Eu escolhi a mais limpa no airview mais continua travando, ele recebe a conexao de mais ou menos 40 clientes.

desde ja muito obrigado pessoal

----------


## FMANDU

o travamento não deve ser por causa de interferência. As duas powerbeam travam ou é so uma.?

----------


## ronei10

Essa versão do firmware eh RC. Vc ja tentou usar a 7.1.3 eu uso essa e funciona muito bem.

----------


## ronei10

Vc quer passar quanto de banda? Esse link não ta legal em 80mhz. Tenta baixa pra 60mhz e fixa o rate em 6X 64qam. Escaneia de novo e procura o melhor canal nesta frequencia. Verifica o alinhamento AC eh muito chato pra alinha tem que ser preciso. Com isso vc vai melhorar a qualidade do seu link. Quanto ao travamento vai analisando aos poucos. Eu voltaria esse firmware que eh rc para o 7.1.3 olha os conectores cabos descobre qual o radio ta travando e troca a fonte, se nao for nada disso , considere a possibilidade de defeito do radio.

----------


## xenyx

Eu preciso 200Megas no link, e bom pessoal era assim mesmo. A trava era só no radio que eu mandei o screenshot e agora troquei a fonte por uma nova e voilá. Solucao.

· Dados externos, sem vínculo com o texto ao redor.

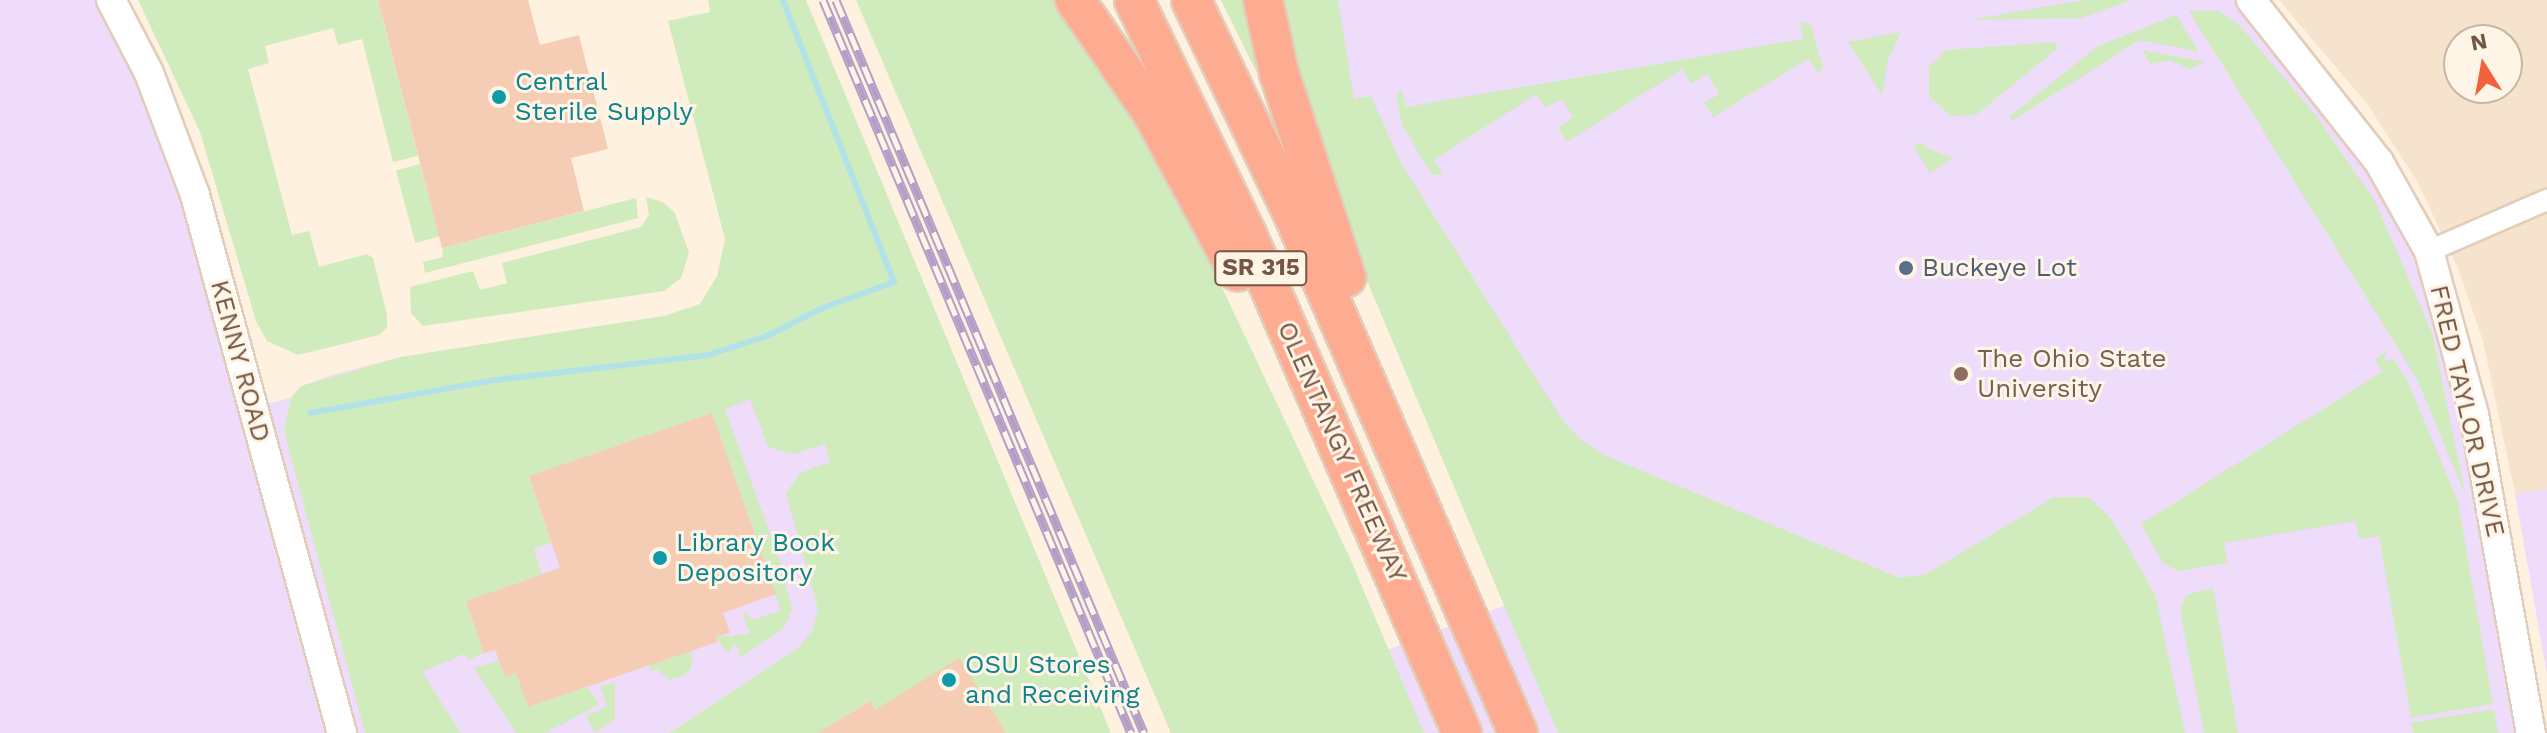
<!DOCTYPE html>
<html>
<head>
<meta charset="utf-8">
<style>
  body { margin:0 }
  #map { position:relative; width:2547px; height:733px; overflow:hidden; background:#fef1df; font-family:"Work Sans",sans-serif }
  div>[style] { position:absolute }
  .residential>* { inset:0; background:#f6e3cd }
  .education>* { inset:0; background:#eedcfa }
  .green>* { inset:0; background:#d0ecbd; transform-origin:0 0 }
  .stream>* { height:6px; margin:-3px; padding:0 3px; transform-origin:3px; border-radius:3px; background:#b2e1e8 }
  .building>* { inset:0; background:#f5cdb4 }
  .roads { filter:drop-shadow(2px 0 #e2cdba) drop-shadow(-2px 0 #e2cdba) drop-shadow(0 2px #e2cdba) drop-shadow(0 -2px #e2cdba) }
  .street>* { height:20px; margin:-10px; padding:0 10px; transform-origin:10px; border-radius:10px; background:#fff }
  .secondary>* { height:28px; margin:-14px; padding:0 14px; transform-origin:14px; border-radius:14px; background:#fff }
  .highway>* { height:38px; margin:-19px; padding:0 19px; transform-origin:19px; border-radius:19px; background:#fdab91 }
  .rail>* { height:9px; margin-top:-4.5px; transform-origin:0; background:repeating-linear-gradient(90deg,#fff5e6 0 18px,#b39ec7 0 36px); box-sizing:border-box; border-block:2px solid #b39ec7 }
  .dots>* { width:22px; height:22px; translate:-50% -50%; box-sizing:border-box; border:4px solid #fff5e6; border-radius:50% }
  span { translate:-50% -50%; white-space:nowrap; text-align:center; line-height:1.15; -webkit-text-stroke:6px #fff5e6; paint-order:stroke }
  .shield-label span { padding:2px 6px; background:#fff5e6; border:2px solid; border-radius:6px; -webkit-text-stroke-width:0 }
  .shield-label { font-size:24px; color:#755645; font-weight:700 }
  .culture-label { font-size:26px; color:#0d838f }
  .left { translate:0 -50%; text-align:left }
  .service-label { font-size:26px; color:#4e5e75 }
  .education-label { font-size:26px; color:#785e54 }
  .street-label { font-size:26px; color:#755645 }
  .north { position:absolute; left:2443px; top:24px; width:80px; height:80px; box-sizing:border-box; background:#fff5e6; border:2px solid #c8b5a6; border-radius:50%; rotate:349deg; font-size:22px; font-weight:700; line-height:32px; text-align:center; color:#755645 }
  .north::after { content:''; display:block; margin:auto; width:28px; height:36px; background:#f1613b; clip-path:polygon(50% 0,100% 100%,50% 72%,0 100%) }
</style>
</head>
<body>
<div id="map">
  <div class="residential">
    <i style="clip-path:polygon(evenodd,2279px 0,2547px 0,2547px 489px,2515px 494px,2483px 341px,2459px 271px,2418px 183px,2368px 105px,2279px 0,2459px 40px,2507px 40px,2507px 88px,2459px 88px,2459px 40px)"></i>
  </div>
  <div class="education">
    <i style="clip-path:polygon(0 0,111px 0,149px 73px,253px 407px,291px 398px,301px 386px,335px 374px,401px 357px,664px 316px,700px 304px,1095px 733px,0 733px)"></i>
    <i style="clip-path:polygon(1306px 0,2251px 0,2429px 251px,2531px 733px,1171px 733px,1550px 588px)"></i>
    <i style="clip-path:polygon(2547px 489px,2547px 674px,2515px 494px)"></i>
  </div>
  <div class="green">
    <i style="clip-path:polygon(138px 0,378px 0,418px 156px,393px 162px,362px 39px,338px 45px,333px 28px,265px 46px,269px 63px,248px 69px,292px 235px,309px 231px,319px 267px,367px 254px,373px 258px,387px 315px,387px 328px,379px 335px,298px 355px,267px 341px,256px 321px,200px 132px)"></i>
    <i style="clip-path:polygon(708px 0,806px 0,1111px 733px,1006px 733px,875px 710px,869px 701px,818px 733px,669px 733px,799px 647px,812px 631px,818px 609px,786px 493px,800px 473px,830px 462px,825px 444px,794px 454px,768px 447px,750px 399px,725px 409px,782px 567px,768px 572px,712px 413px,529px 476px,551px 543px,534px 549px,542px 574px,466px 601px,484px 653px,468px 660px,464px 654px,422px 672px,461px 733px,365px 733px,284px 431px,291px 398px,301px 386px,401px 357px,664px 316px,700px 304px,717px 276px,725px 239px,668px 21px,710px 12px)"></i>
    <i style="clip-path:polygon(856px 0,1062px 0,1174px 186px,1349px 556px,1424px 733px,1171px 733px)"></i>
    <i style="clip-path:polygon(1221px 0,1248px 0,1262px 68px,1256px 71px)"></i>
    <i style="clip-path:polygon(1281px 0,1338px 0,1354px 99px,1371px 96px,1401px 163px,1561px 418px,1580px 439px,1604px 455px,1900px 578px,1926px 574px,2054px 497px,2088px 497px,2111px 518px,2155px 594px,2185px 733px,1558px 733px,1346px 231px,1307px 112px)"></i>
    <i style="clip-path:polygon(2084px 0,2132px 0,2081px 18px,1969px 20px)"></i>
    <i style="clip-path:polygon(2189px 11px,2218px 11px,2240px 26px,2318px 118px,2376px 203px,2432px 333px,2466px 497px,2417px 379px)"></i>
    <i style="clip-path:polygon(2176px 15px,2199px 52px,2140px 40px,2012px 121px,2009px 117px,2098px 46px)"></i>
    <i style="clip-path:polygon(1800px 22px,1811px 25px,1823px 68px,1818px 73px,1808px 59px,1713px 117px,1704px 103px,1719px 94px,1707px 74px,1691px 84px,1682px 69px,1567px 142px,1558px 128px,1573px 117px,1562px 99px,1545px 108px,1536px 94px,1434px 160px,1443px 175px,1432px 175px,1402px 125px,1396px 97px,1402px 89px,1406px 107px,1803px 39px)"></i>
    <i style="clip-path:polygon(1901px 32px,1888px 60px,1882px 95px,1848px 42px)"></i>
    <i style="clip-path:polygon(2054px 42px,2058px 48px,1976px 115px,1950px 116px,1929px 96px,1929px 67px,1946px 50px)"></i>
    <i style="clip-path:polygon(2142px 50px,2205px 62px,2190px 69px,2169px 60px,2151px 64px)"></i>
    <i style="clip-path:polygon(1919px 142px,1932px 150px,1953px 158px,1930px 173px,1914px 147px)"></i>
    <i style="left:420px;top:164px;width:75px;height:25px;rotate:75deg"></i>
    <i style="clip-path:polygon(646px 197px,663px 202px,675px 213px,689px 253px,681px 278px,664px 291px,423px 326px,411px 313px,410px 287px,473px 271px,480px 290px,507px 283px,502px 263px,641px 227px,649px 215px)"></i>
    <i style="clip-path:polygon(636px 198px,638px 218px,425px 273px,423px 262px,443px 257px,442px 248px)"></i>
    <i style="clip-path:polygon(2387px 350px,2384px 358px,2387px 362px,2393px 358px,2408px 382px,2458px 502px,2493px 704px,2411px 718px,2379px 536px,2359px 539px,2355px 521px,2224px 543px,2227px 563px,2178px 571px,2163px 563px,2141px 524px,2382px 372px,2375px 359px)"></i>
    <i style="clip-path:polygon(783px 573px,792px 609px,784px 628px,744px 655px,738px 657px,740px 648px,733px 645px,729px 653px,724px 650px,716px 637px,750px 634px,742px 611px,753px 620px,781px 611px,770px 578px)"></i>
    <i style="clip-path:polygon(2213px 588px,2238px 733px,2204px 733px,2180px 610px,2186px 595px)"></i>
    <i style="clip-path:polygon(691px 651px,692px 667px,685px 675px,669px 680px,657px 669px,651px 671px,649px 666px)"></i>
    <i style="clip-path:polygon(499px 660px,505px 677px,516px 673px,528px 707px,587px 687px,600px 704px,545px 733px,516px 733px,474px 668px)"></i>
    <i style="clip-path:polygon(615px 682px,615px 719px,595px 733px,586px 717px,607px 706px,600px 687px)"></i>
    <i style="clip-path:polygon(2494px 709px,2498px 733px,2413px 733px,2411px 723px)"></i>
  </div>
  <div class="stream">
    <i style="left:310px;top:413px;width:189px;rotate:-10.1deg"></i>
    <i style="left:496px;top:380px;width:213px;rotate:-6.7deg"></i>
    <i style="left:708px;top:355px;width:62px;rotate:-17.9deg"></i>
    <i style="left:767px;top:336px;width:59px;rotate:-27deg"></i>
    <i style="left:820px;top:309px;width:79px;rotate:-20deg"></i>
    <i style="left:894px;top:282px;width:303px;rotate:-111.5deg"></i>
  </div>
  <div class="building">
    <i style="clip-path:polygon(378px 0,528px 0,540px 45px,579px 35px,608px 149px,571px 158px,584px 211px,442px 248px)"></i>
    <i style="clip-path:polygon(712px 413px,776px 594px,723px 613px,730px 633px,716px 637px,717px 642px,528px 707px,516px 673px,505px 677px,495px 650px,484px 653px,466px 601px,560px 568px,529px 476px)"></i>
    <i style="clip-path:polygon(959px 658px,1006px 733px,818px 733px,870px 701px,875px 710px)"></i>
  </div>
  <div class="roads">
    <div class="street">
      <i style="left:2429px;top:251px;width:129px;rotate:-23.4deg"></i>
    </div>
    <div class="secondary">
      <i style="left:111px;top:0;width:82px;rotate:62.5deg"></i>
      <i style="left:149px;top:73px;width:130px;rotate:69.3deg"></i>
      <i style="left:195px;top:195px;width:558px;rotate:74.72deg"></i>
      <i style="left:2251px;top:0;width:206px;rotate:51.7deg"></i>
      <i style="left:2379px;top:162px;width:102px;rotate:60.7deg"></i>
      <i style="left:2429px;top:251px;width:169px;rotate:74.6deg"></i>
      <i style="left:2474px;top:414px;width:324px;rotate:79.9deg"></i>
    </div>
    <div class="highway">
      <i style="left:1075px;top:0;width:138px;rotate:55.6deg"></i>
      <i style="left:1153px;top:114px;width:179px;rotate:61.7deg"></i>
      <i style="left:1134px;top:0;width:263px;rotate:64.3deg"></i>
      <i style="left:1248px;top:237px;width:540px;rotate:66.66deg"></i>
      <i style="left:1191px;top:0;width:239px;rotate:64.5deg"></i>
      <i style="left:1294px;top:216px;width:563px;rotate:66.57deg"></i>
      <i style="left:1263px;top:0;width:75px;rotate:77.6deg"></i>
      <i style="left:1279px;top:73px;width:215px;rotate:71.8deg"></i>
    </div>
  </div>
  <div class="rail">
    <i style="left:823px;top:0;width:795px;rotate:67.21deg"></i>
    <i style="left:836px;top:0;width:795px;rotate:67.21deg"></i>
  </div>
  <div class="dots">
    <i style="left:499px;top:97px;background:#0f9aa8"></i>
    <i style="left:1906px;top:268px;background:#5c6f8a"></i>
    <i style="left:1961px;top:374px;background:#8d6e63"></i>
    <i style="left:660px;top:558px;background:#0f9aa8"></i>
    <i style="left:949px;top:680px;background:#0f9aa8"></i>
  </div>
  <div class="shield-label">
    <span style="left:1261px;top:268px">SR 315</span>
  </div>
  <div class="culture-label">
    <span class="left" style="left:515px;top:97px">Central<br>Sterile Supply</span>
    <span class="left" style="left:676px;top:558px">Library Book<br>Depository</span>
    <span class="left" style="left:965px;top:680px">OSU Stores<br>and Receiving</span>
  </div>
  <div class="service-label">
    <span class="left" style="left:1922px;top:268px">Buckeye Lot</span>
  </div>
  <div class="education-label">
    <span class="left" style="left:1977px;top:374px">The Ohio State<br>University</span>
  </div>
  <div class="street-label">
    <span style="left:240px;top:361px;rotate:75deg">KENNY ROAD</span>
    <span style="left:2467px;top:411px;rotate:77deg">FRED TAYLOR DRIVE</span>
    <span style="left:1342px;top:452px;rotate:66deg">OLENTANGY FREEWAY</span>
  </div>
  <div class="north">N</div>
</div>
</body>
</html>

O radio nao travou mais, vou tentar achar uma frequencia limpa, e muito dificil porque aqui no paraguai tem MUITOS piratinhas e ninguem controla. Ta dificil a tarefa mais vamos continuar testando outras frequencias. 

Obrigado pessoal pela ajuda! 

Abraco irmaos brasileiros

----------


## emilidani

Esta usando Nobreak em ambas pontas??

----------


## padupb

onde comprou esse radio?

----------


## chocobama

Conseguiu resolver amigo?
Estou pensando seriamente em montar um novo PTP com powerbeam 400 AC ISO. Este modelo realmente faz diferença? Isola do ruído?

----------


## lllorde007

tbm estou com o mesmo problema. ouve o momento da configuração que ela chegou a dar como falsa. dai a reiniciei e ela voltou ao normal.
ja conseguil resolver este tipo de problemas. pois neste ptp tenho um par de nano e estao se saindo muito mas estavel.

----------


## chocobama

Uma outra dúvida. Alguém esta conseguindo usar o airview destes modeloes AC? Aqui funciona quando quer. Aparentemente só o AP faz airview, mas não tenho certeza pois nem sempre funciona.

----------


## adrianotaq

Boa Tarde
Pessoal, estou enfrentando os mesmos problemas de travamento, meu enlace é pequeno 1.8 KM não sei se o problema é a distancia, mas tenho um par de power beam normal funcionando de boa.
Inventei de colocar esse enlace AC, pois ouvi falar muito bem deles, que os mesmos tem capacidade muito mais alta de trafego do que os equipamentos normais.
Gostaria de transportar 250 MB em apenas um enlace. Também não quero ter que montar uma estrutura de fibra óptica que sai bem mais caro para transportar essa pequena velocidade.

----------


## emilidani

Esta usando a fonte original do equipamento? esta com nobreak?

----------


## FMANDU

Atualizou para a ultima versão?

----------


## delubio

Kra a banda que voce quer passar e definitivamente alem da capacidade deste radio. Utilizo rocket ac que tem mais memoria 128mb e clock do processador de 720mhz (radome de 30 cm) e naum passa mais de 85mbits (sinal -49,-50) 8km modulacao em 8x (256QAM 2x2) e ruido razuável..... para sua necessidade acho (minha opiniao) para radios de 8ghz ou se quiser tentar Mimosa (mas sempre fugindo do ruido, pois com ruido alto nao adianta o radio que voce nao vai ter o resultado experado).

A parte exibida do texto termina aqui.